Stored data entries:
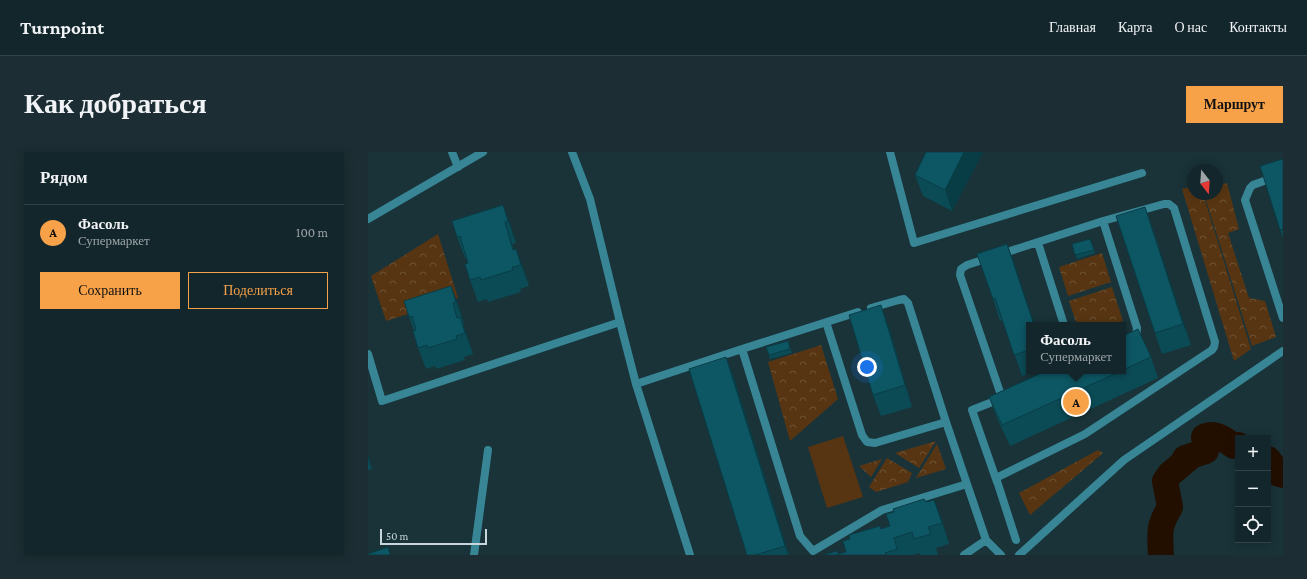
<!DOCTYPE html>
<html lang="ru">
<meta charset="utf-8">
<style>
body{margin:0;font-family:"Crimson Pro",serif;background:#1c2e33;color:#f1f3f6}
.controls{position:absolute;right:12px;bottom:12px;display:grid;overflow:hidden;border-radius:0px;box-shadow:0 2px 10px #0003}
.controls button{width:36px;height:36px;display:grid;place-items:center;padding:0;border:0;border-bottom:1px solid #324347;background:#13262b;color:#f1f3f6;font:20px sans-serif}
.compass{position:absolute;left:819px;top:12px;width:36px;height:36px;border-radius:50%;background:#13262b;box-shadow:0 2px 10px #0003;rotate:163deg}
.scale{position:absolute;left:12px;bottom:10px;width:107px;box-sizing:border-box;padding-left:4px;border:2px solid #c7d6da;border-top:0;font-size:11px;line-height:14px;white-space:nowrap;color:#c7d6da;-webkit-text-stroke:3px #193339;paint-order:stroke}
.you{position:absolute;left:499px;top:215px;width:14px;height:14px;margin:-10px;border:3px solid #fff;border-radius:50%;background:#1a73e8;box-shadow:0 0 0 6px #1a73e833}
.badge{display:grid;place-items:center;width:26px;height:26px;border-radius:50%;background:#f7a149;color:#111;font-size:13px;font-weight:700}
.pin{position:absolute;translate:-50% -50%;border:2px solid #fff;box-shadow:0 1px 4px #0006}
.popup{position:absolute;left:658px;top:170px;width:100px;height:52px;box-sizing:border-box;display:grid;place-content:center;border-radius:0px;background:#13262b;filter:drop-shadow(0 1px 3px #0005);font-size:13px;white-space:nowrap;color:#9da5a9}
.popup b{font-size:15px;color:#f1f3f6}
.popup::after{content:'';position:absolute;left:50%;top:100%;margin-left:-8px;border:8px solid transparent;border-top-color:#13262b}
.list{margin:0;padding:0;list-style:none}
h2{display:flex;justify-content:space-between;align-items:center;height:52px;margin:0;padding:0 16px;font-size:17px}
h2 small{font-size:13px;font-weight:400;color:#9da5a9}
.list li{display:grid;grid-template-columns:26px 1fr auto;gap:12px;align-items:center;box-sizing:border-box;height:56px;padding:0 16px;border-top:1px solid #324347}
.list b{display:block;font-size:15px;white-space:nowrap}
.list p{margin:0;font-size:13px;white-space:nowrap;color:#9da5a9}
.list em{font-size:13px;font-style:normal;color:#9da5a9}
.actions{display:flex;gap:8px;padding:12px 16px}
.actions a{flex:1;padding:9px 0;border:1px solid #f7a149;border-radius:0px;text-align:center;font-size:14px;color:#f7a149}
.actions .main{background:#f7a149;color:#111}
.icon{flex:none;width:22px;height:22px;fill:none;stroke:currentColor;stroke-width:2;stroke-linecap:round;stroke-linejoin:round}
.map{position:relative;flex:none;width:915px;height:403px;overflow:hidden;border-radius:0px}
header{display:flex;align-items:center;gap:24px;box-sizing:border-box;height:56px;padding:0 20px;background:#13262b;border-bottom:1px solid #324347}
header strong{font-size:19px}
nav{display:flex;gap:22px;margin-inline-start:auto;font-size:14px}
.intro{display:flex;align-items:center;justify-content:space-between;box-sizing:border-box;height:96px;padding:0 24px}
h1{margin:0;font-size:28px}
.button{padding:10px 18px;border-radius:0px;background:#f7a149;color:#111;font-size:14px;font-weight:700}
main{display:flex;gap:24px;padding:0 24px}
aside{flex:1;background:#13262b;border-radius:0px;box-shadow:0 2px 10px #0003}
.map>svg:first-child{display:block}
</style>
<header>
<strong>Turnpoint</strong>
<nav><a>Главная</a><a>Карта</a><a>О нас</a><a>Контакты</a></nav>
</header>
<div class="intro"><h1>Как добраться</h1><a class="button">Маршрут</a></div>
<main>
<aside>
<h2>Рядом<small></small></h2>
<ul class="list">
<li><span class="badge">A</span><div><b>Фасоль</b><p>Супермаркет</p></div><em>100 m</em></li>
</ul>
<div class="actions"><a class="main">Сохранить</a><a>Поделиться</a></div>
</aside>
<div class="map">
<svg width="915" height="403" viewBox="0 0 915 403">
<defs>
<pattern id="forest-crowns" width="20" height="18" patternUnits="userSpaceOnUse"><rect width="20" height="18" fill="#573512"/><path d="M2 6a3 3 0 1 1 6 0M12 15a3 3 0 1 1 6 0" fill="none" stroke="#6e5234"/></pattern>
</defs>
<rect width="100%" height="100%" fill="#193339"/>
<path fill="#573512" d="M475 284 495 345 459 356 440 295Z"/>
<path fill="url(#forest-crowns)" d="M859 31 871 77 860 81 881 146 897 149 908 185 884 194 836 42H849V34Z
M825 34V42H835L883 197 866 209 814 37Z
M70 82 90 146 18 169 3 124Z
M734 101 743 130 700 144 691 115Z
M744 135 755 169 743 173H709L701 149Z
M453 193 470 247 422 289 400 210Z
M568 289 551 316 527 301Z
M569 292 578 317 548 326Z
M730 298 735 301 662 363 651 341Z
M519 306 544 321 540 330 508 340 501 335Z
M514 307 503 325 491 314Z"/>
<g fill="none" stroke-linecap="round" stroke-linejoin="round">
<path stroke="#230f00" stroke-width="26" d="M900 307 911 322 915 323
M793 403C792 381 790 375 802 355L797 329 802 322 821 306H817L838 299 836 285C847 279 857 288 866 294L870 293"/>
<path stroke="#378595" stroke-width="8" d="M84 0 90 15
M522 0 546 91 774 21
M915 22 885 33 882 36 877 48 915 166
M670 91 696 173
M503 156 531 148 536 147 540 151 578 270 599 332
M458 170 494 283 499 290 507 291 578 270
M374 197 490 160
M0 202 14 249 252 170
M268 232 374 197 432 384 445 399 514 358 599 332 618 388 633 403
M634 246 592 123 593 117 599 113 735 69 769 176C769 186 763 188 755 192
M629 330 604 258 632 247
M648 388 628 326 717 282 844 198 846 195 847 190 806 56 801 52H796L735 69
M106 403 120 298
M596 403 618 388"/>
<path stroke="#378595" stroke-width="8" d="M204 0 222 47 252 170 268 232 322 403
M0 67 115 0
M651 403 756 308 915 199"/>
</g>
<path fill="#0b4b56" d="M615 0 584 59 555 44 547 23Z
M915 7V86L912 78Z
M135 53 143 74 148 91 144 92 146 97H148L156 118 161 134 152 137 153 140 120 150 119 147 110 150 102 128 100 111 98 106H97L89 85Z
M784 75 823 193 794 202 787 181Z
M722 87 727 101 709 107 704 92Z
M639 92 647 113 661 173V219H669L654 224 635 168 632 169 625 147Z
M83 134 91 155 96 172H95L105 202 96 205 97 208 68 217 67 214 58 217 50 196 46 179 41 165Z
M521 175 544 255 513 264 505 243Z
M755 184 783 205 790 226 642 294 629 266 621 245 678 219H755Z
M420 189 424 201 402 207 398 195Z
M358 205 366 226 421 403H379Z
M0 304 4 317 0 318Z
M558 350 574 368 581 392 568 396 570 403H552L551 401 545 403H455L470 402 478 400 513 377 522 374Z"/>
<path fill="#093d46" d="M596 0H615L584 59 577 38Z
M135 53 143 74 148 91 140 69Z
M777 55 784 75 823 193 815 172Z
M137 70 144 92 151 113 145 98Z
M639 92 647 113 667 173H666Z
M148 97 156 118 161 134 153 113Z
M83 134 91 155 96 172 88 150Z
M513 153 521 175 544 255 537 233Z
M92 165 100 186 105 202 97 181Z
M358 205 366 226 421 403H420L417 394Z
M566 348 574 368 581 392 574 371Z"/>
<path fill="#0d5764" stroke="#093d46" d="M558 0H596L577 38 547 23Z
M915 7V77L912 78 892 14Z
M135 53 140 69 137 70 145 98 148 97 153 113 144 115 145 118 113 128 112 125 102 128 97 112 100 111 92 84 89 85 84 69Z
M777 55 815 172 787 181 748 64Z
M722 87 726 98 707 103 704 92Z
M639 92 666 173H661V198L646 203 627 146 625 147 609 102Z
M83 134 88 150 85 151 89 166 92 165 97 181 88 184 89 187 60 196 59 193 50 196 45 179 48 178 44 164 41 165 36 149Z
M513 153 537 233 505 243 481 163Z
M770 177 783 205 755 218V184Z
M420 189 422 197 401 203 398 195Z
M358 205 417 394 387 403H379L321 217Z
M678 219H753L634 273 621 245Z
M0 304 2 310H0Z
M556 347 558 350 566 348 574 371 560 375 563 382 546 387 544 380 526 386 529 397 517 401 518 403H455L469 399 470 402 478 400 475 389 482 387 481 383 512 374 513 377 522 374 518 362 526 360 525 357Z
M20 395 22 403H0V402Z"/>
</svg>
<div class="controls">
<button>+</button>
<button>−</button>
<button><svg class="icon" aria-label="locate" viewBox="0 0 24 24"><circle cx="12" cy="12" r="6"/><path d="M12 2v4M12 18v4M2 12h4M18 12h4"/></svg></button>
</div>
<svg class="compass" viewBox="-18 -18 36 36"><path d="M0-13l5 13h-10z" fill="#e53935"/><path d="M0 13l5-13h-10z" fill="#9da5a9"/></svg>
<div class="scale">50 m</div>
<div class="you"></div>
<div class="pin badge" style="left:708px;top:250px">A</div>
<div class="popup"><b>Фасоль</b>Супермаркет</div>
</div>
</main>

Work to be completed: The required output is every line above from the one with "M453 193 470 247 422 289 400 210Z" down to the one with "M0 304 4 317 0 318Z", restated word for word, ends included.

Output for this task:
M453 193 470 247 422 289 400 210Z
M568 289 551 316 527 301Z
M569 292 578 317 548 326Z
M730 298 735 301 662 363 651 341Z
M519 306 544 321 540 330 508 340 501 335Z
M514 307 503 325 491 314Z"/>
<g fill="none" stroke-linecap="round" stroke-linejoin="round">
<path stroke="#230f00" stroke-width="26" d="M900 307 911 322 915 323
M793 403C792 381 790 375 802 355L797 329 802 322 821 306H817L838 299 836 285C847 279 857 288 866 294L870 293"/>
<path stroke="#378595" stroke-width="8" d="M84 0 90 15
M522 0 546 91 774 21
M915 22 885 33 882 36 877 48 915 166
M670 91 696 173
M503 156 531 148 536 147 540 151 578 270 599 332
M458 170 494 283 499 290 507 291 578 270
M374 197 490 160
M0 202 14 249 252 170
M268 232 374 197 432 384 445 399 514 358 599 332 618 388 633 403
M634 246 592 123 593 117 599 113 735 69 769 176C769 186 763 188 755 192
M629 330 604 258 632 247
M648 388 628 326 717 282 844 198 846 195 847 190 806 56 801 52H796L735 69
M106 403 120 298
M596 403 618 388"/>
<path stroke="#378595" stroke-width="8" d="M204 0 222 47 252 170 268 232 322 403
M0 67 115 0
M651 403 756 308 915 199"/>
</g>
<path fill="#0b4b56" d="M615 0 584 59 555 44 547 23Z
M915 7V86L912 78Z
M135 53 143 74 148 91 144 92 146 97H148L156 118 161 134 152 137 153 140 120 150 119 147 110 150 102 128 100 111 98 106H97L89 85Z
M784 75 823 193 794 202 787 181Z
M722 87 727 101 709 107 704 92Z
M639 92 647 113 661 173V219H669L654 224 635 168 632 169 625 147Z
M83 134 91 155 96 172H95L105 202 96 205 97 208 68 217 67 214 58 217 50 196 46 179 41 165Z
M521 175 544 255 513 264 505 243Z
M755 184 783 205 790 226 642 294 629 266 621 245 678 219H755Z
M420 189 424 201 402 207 398 195Z
M358 205 366 226 421 403H379Z
M0 304 4 317 0 318Z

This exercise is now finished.